"It was in my mind when I said it was curious no body was washed up with the wreckage," said Zena.
"That remark of yours set me thinking," Quarles went on. "I wondered, Wigan, whether the doctor was on board the boat when she capsized, or whatever it was that happened to her. Now my wonder is increased. The waves had battered the boat to pieces, but when the body is found, caught on the rocks, it is comparatively uninjured."
"Doubtless it had been carried farther out to sea," I said.
"But it had to come ashore, and the weather was stormy the whole time. It could hardly have escaped altogether. There was something else to raise doubt. There were rents in the coat, rents which were all much alike, and a curious bulge in the collar of the coat. These things gave me a definite theory. The doctor was not in the boat, nor had he committed suicide."
"Are you suggesting murder?"
"I am."
"At the inquest the doctor distinctly said that there were no marks on the body to suggest he had been the victim of foul play. He was drowned; he was not killed first and put in the water afterward."
"I quite agree with the doctor's evidence," said Quarles, "but he is not a detective. Let me reconstruct what happened. Dr. Smith came to the cove either with a companion or to meet someone. Possibly the doctor had a drink, let us say from a bottle in the boat's locker. I do not press this point, but it would make the work easier. The companion pushed the doctor into the water, and with a boathook—there was one lying on the rocky ledge—he held him under until he drowned. Once the hook was fixed into the collar of the coat it would be comparatively easy. Afterward a piece of rock tied to the body would keep it under water. I suggest this could be done with least danger in the cove next to the one where the boat was kept. It is deeper, darker, and would not be likely to receive so much attention when it became known that the doctor was missing. So the body would be securely hidden.

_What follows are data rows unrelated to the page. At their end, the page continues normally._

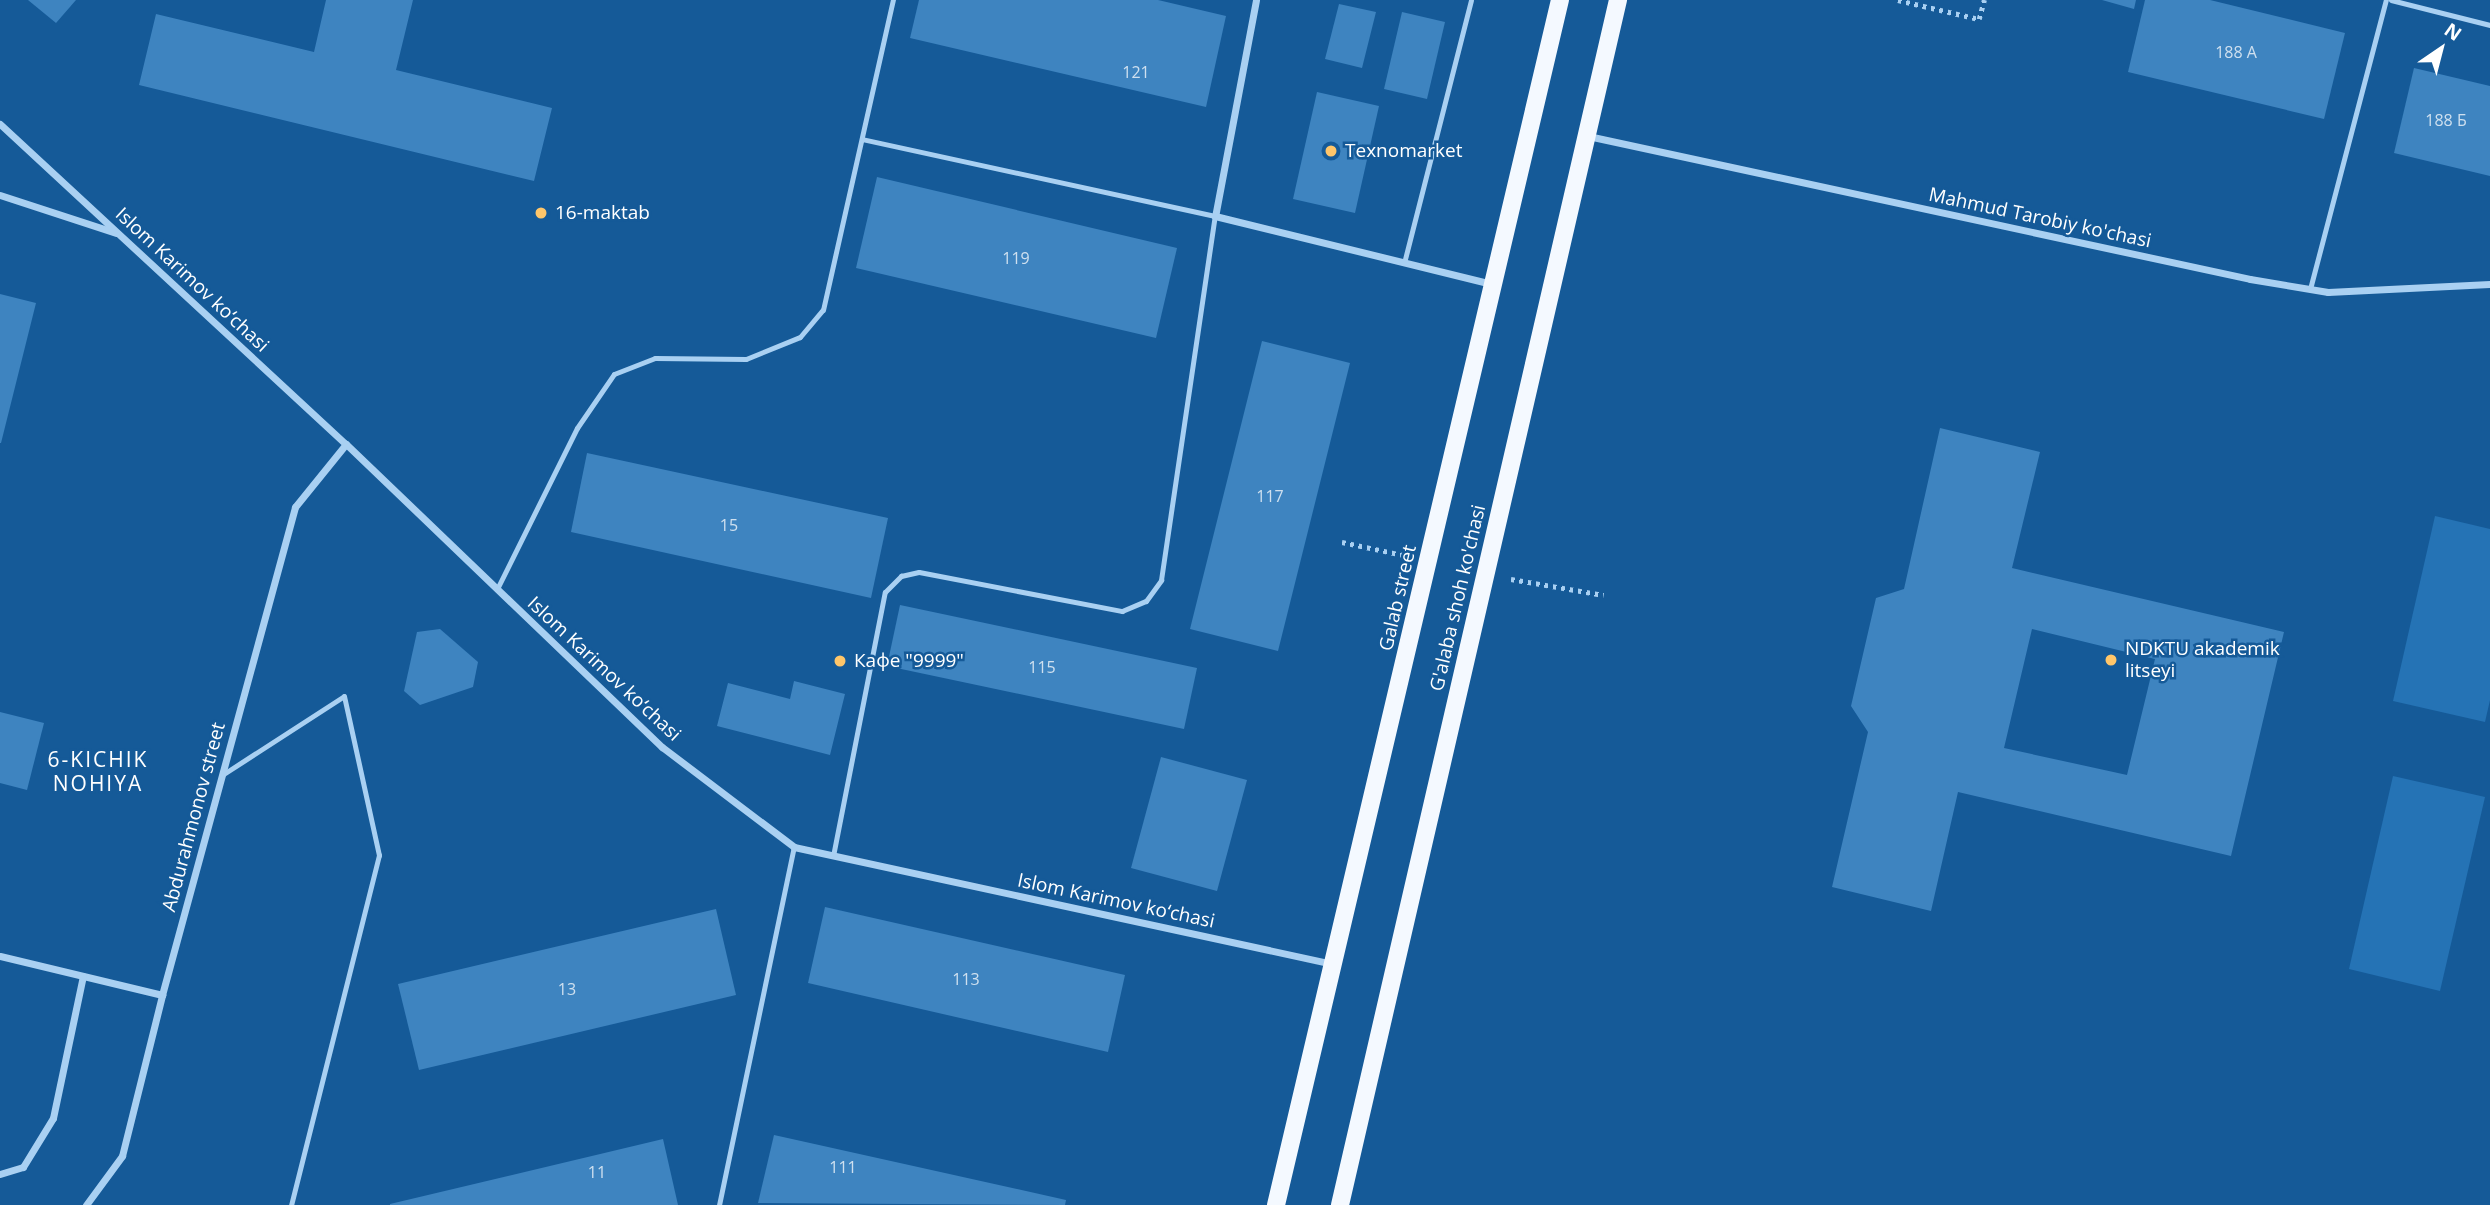 <!DOCTYPE html>
<html>
<head>
<meta charset="utf-8">
<style>
  body { margin:0 }
  #map { position:relative; width:2490px; height:1205px; overflow:hidden; background:#155a98; font-family:"Open Sans",sans-serif }
  div>[style] { position:absolute }
  .green>* { inset:0; background:#2573b5 }
  .building>* { inset:0; background:#3e84c0 }
  .path>* { height:4.5px; margin-top:-2.25px; transform-origin:0; background:repeating-linear-gradient(90deg,#a9d0f2 0 3.5px,transparent 0 8.5px) }
  .service>* { height:5px; margin:-2.5px; padding:0 2.5px; transform-origin:2.5px; border-radius:2.5px; background:#a9d0f2 }
  .minor>* { height:7px; margin:-3.5px; padding:0 3.5px; transform-origin:3.5px; border-radius:3.5px; background:#a9d0f2 }
  .primary>* { height:18px; margin:-9px; padding:0 9px; transform-origin:9px; border-radius:9px; background:#f4f9ff }
  .dots>* { width:19px; height:19px; translate:-50% -50%; box-sizing:border-box; border:4px solid #155a98; border-radius:50% }
  span { translate:-50% -50%; white-space:nowrap; text-align:center; line-height:1.15; -webkit-text-stroke:5px #155a98; paint-order:stroke }
  .number-label { font-size:16px; color:#cfe0ef }
  .number-label span { -webkit-text-stroke-width:0 }
  .poi-label { font-size:19px; color:#fff }
  .left { translate:0 -50%; text-align:left }
  .street-label { font-size:19px; color:#fff }
  .neighbourhood-label { font-size:21px; color:#fff; letter-spacing:2px }
  .north { position:absolute; left:2406px; top:14px; width:70px; height:70px; -webkit-text-stroke:5px #155a98; paint-order:stroke; rotate:35deg; font-size:19px; font-weight:700; line-height:28px; text-align:center; color:#fff }
  .north::after { content:''; display:block; margin:auto; width:24px; height:32px; background:#fff; clip-path:polygon(50% 0,100% 100%,50% 72%,0 100%) }
</style>
</head>
<body>
<div id="map">
  <div class="green">
    <i style="clip-path:polygon(2435px 516px,2490px 529px,2490px 700px,2485px 722px,2393px 701px)"></i>
    <i style="clip-path:polygon(2393px 776px,2485px 797px,2440px 991px,2349px 969px)"></i>
  </div>
  <div class="building">
    <i style="clip-path:polygon(28px 0,76px 0,56px 23px)"></i>
    <i style="clip-path:polygon(326px 0,413px 0,396px 70px,552px 108px,534px 181px,139px 85px,156px 14px,314px 52px)"></i>
    <i style="clip-path:polygon(919px 0,1158px 0,1226px 16px,1206px 107px,910px 38px)"></i>
    <i style="clip-path:polygon(2102px 0,2136px 0,2134px 9px)"></i>
    <i style="clip-path:polygon(2145px 0,2210px 0,2345px 33px,2324px 119px,2128px 72px)"></i>
    <i style="clip-path:polygon(1339px 4px,1376px 12px,1362px 68px,1325px 59px)"></i>
    <i style="clip-path:polygon(1402px 12px,1445px 22px,1427px 99px,1384px 89px)"></i>
    <i style="clip-path:polygon(2414px 68px,2490px 86px,2490px 176px,2394px 153px)"></i>
    <i style="clip-path:polygon(1317px 92px,1379px 106px,1355px 213px,1293px 199px)"></i>
    <i style="clip-path:polygon(877px 177px,1177px 248px,1156px 338px,856px 268px)"></i>
    <i style="clip-path:polygon(0 294px,36px 303px,1px 443px,0 443px)"></i>
    <i style="clip-path:polygon(1262px 341px,1350px 363px,1278px 651px,1190px 629px)"></i>
    <i style="clip-path:polygon(evenodd,1940px 428px,2040px 452px,2012px 568px,2284px 632px,2231px 856px,1958px 792px,1931px 911px,1832px 887px,1868px 732px,1851px 706px,1876px 598px,1904px 589px,1940px 428px,2032px 629px,2155px 659px,2127px 775px,2004px 748px,2032px 629px)"></i>
    <i style="clip-path:polygon(587px 453px,888px 518px,871px 598px,571px 532px)"></i>
    <i style="clip-path:polygon(900px 605px,1197px 668px,1184px 729px,887px 666px)"></i>
    <i style="clip-path:polygon(440px 629px,478px 662px,473px 687px,420px 705px,404px 691px,417px 632px)"></i>
    <i style="clip-path:polygon(794px 681px,845px 694px,830px 755px,717px 726px,728px 683px,790px 699px)"></i>
    <i style="clip-path:polygon(0 712px,44px 723px,27px 790px,0 783px)"></i>
    <i style="clip-path:polygon(1161px 757px,1247px 780px,1217px 891px,1131px 868px)"></i>
    <i style="clip-path:polygon(825px 907px,1125px 975px,1108px 1052px,808px 983px)"></i>
    <i style="clip-path:polygon(716px 909px,736px 995px,419px 1070px,398px 984px)"></i>
    <i style="clip-path:polygon(774px 1135px,1066px 1200px,1065px 1205px,758px 1203px)"></i>
    <i style="clip-path:polygon(663px 1139px,678px 1205px,390px 1205px,390px 1204px)"></i>
  </div>
  <div class="path">
    <i style="left:1898px;top:0;width:83px;rotate:13.2deg"></i>
    <i style="left:1979px;top:19px;width:20px;rotate:-75deg"></i>
    <i style="left:1342px;top:542px;width:62px;rotate:12deg"></i>
    <i style="left:1511px;top:579px;width:94px;rotate:9.8deg"></i>
  </div>
  <div class="service">
    <i style="left:2391px;top:0;width:102px;rotate:14.2deg"></i>
    <i style="left:1404px;top:263px;width:271px;rotate:-75.7deg"></i>
    <i style="left:2310px;top:289px;width:299px;rotate:-75.3deg"></i>
    <i style="left:497px;top:589px;width:180px;rotate:-63.6deg"></i>
    <i style="left:577px;top:428px;width:65px;rotate:-55.6deg"></i>
    <i style="left:614px;top:374px;width:44px;rotate:-21.3deg"></i>
    <i style="left:655px;top:358px;width:91px;rotate:0.6deg"></i>
    <i style="left:746px;top:359px;width:58px;rotate:-22.2deg"></i>
    <i style="left:800px;top:337px;width:35px;rotate:-50deg"></i>
    <i style="left:823px;top:310px;width:318px;rotate:-77.3deg"></i>
    <i style="left:222px;top:775px;width:145px;rotate:-32.9deg"></i>
    <i style="left:344px;top:696px;width:163px;rotate:77.6deg"></i>
    <i style="left:379px;top:855px;width:361px;rotate:104.1deg"></i>
    <i style="left:833px;top:856px;width:269px;rotate:-78.9deg"></i>
    <i style="left:885px;top:592px;width:23px;rotate:-45deg"></i>
    <i style="left:901px;top:576px;width:18px;rotate:-13deg"></i>
    <i style="left:919px;top:572px;width:207px;rotate:10.9deg"></i>
    <i style="left:1122px;top:611px;width:26px;rotate:-23deg"></i>
    <i style="left:1146px;top:601px;width:26px;rotate:-54deg"></i>
    <i style="left:1161px;top:580px;width:368px;rotate:-81.6deg"></i>
    <i style="left:1215px;top:216px;width:361px;rotate:-167.7deg"></i>
    <i style="left:719px;top:1205px;width:366px;rotate:-78.2deg"></i>
  </div>
  <div class="minor">
    <i style="left:1256px;top:0;width:220px;rotate:100.7deg"></i>
    <i style="left:1215px;top:216px;width:285px;rotate:13.8deg"></i>
    <i style="left:0;top:124px;width:471px;rotate:42.8deg"></i>
    <i style="left:346px;top:444px;width:438px;rotate:43.8deg"></i>
    <i style="left:662px;top:747px;width:166px;rotate:37.1deg"></i>
    <i style="left:794px;top:847px;width:552px;rotate:12.25deg"></i>
    <i style="left:1588px;top:136px;width:677px;rotate:12.19deg"></i>
    <i style="left:2250px;top:279px;width:79px;rotate:9.5deg"></i>
    <i style="left:2328px;top:292px;width:162px;rotate:-2.8deg"></i>
    <i style="left:0;top:195px;width:122px;rotate:18.1deg"></i>
    <i style="left:0;top:956px;width:167px;rotate:13.5deg"></i>
    <i style="left:0;top:1174px;width:24px;rotate:-17deg"></i>
    <i style="left:23px;top:1167px;width:57px;rotate:-58.5deg"></i>
    <i style="left:53px;top:1118px;width:145px;rotate:-78.1deg"></i>
    <i style="left:86px;top:1205px;width:61px;rotate:-53.7deg"></i>
    <i style="left:122px;top:1156px;width:166px;rotate:-76deg"></i>
    <i style="left:162px;top:995px;width:506px;rotate:-74.75deg"></i>
    <i style="left:295px;top:507px;width:81px;rotate:-51deg"></i>
  </div>
  <div class="primary">
    <i style="left:1276px;top:1205px;width:1238px;rotate:-76.74deg"></i>
    <i style="left:1340px;top:1205px;width:1237px;rotate:-77.01deg"></i>
  </div>
  <div class="dots">
    <i style="left:1331px;top:151px;background:#ffc66a"></i>
    <i style="left:541px;top:213px;background:#ffc66a"></i>
    <i style="left:2111px;top:660px;background:#ffc66a"></i>
    <i style="left:840px;top:661px;background:#ffc66a"></i>
  </div>
  <div class="number-label">
    <span style="left:2236px;top:52px">188 А</span>
    <span style="left:1136px;top:72px">121</span>
    <span style="left:2446px;top:120px">188 Б</span>
    <span style="left:1016px;top:258px">119</span>
    <span style="left:1270px;top:496px">117</span>
    <span style="left:729px;top:525px">15</span>
    <span style="left:1042px;top:667px">115</span>
    <span style="left:966px;top:979px">113</span>
    <span style="left:567px;top:989px">13</span>
    <span style="left:843px;top:1167px">111</span>
    <span style="left:597px;top:1172px">11</span>
  </div>
  <div class="poi-label">
    <span class="left" style="left:1345px;top:151px">Texnomarket</span>
    <span class="left" style="left:555px;top:213px">16-maktab</span>
    <span class="left" style="left:2125px;top:660px">NDKTU akademik<br>litseyi</span>
    <span class="left" style="left:854px;top:661px">Кафе "9999"</span>
  </div>
  <div class="street-label">
    <span style="left:2040px;top:218px;rotate:12deg">Mahmud Tarobiy ko'chasi</span>
    <span style="left:192px;top:280px;rotate:43deg">Islom Karimov ko‘chasi</span>
    <span style="left:1398px;top:598px;rotate:-77deg">Galab street</span>
    <span style="left:1458px;top:598px;rotate:-77deg">G'alaba shoh ko'chasi</span>
    <span style="left:604px;top:669px;rotate:43deg">Islom Karimov ko‘chasi</span>
    <span style="left:194px;top:817px;rotate:-75deg">Abdurahmonov street</span>
    <span style="left:1116px;top:901px;rotate:12deg">Islom Karimov ko‘chasi</span>
  </div>
  <div class="neighbourhood-label">
    <span style="left:98px;top:771px">6-KICHIK<br>NOHIYA</span>
  </div>
  <div class="north">N</div>
</div>
</body>
</html>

"Then the boat, as soon as it was dark enough, was towed out to the end of the spur and scuttled. The water is shallow there, and as soon as the wind got up it was battered to pieces and presently the wreckage came ashore. Why shouldn't the body have been left to come ashore too? you may ask. Old Clay is learned in the currents of this part of the coast, and he will tell you there is no certainty what will happen to wreckage. During a southwesterly gale it may be thrown up on the shingle; at any other time it may be carried out to sea.
"At the time of the murder it was quite calm, and it was necessary that the body should be found. The murderer was in no hurry, and at first too many people went round to look at the coves for it to be safe for him to take any steps. But he got his opportunity probably on the night you spent in London when you first mentioned the case to me, you remember. He got up the body from its hiding-place, and with the boathook pulled it partly through the water and partly over the rocks, and fixed it in the place where it was found, the one place where Clay is certain wreckage never comes ashore."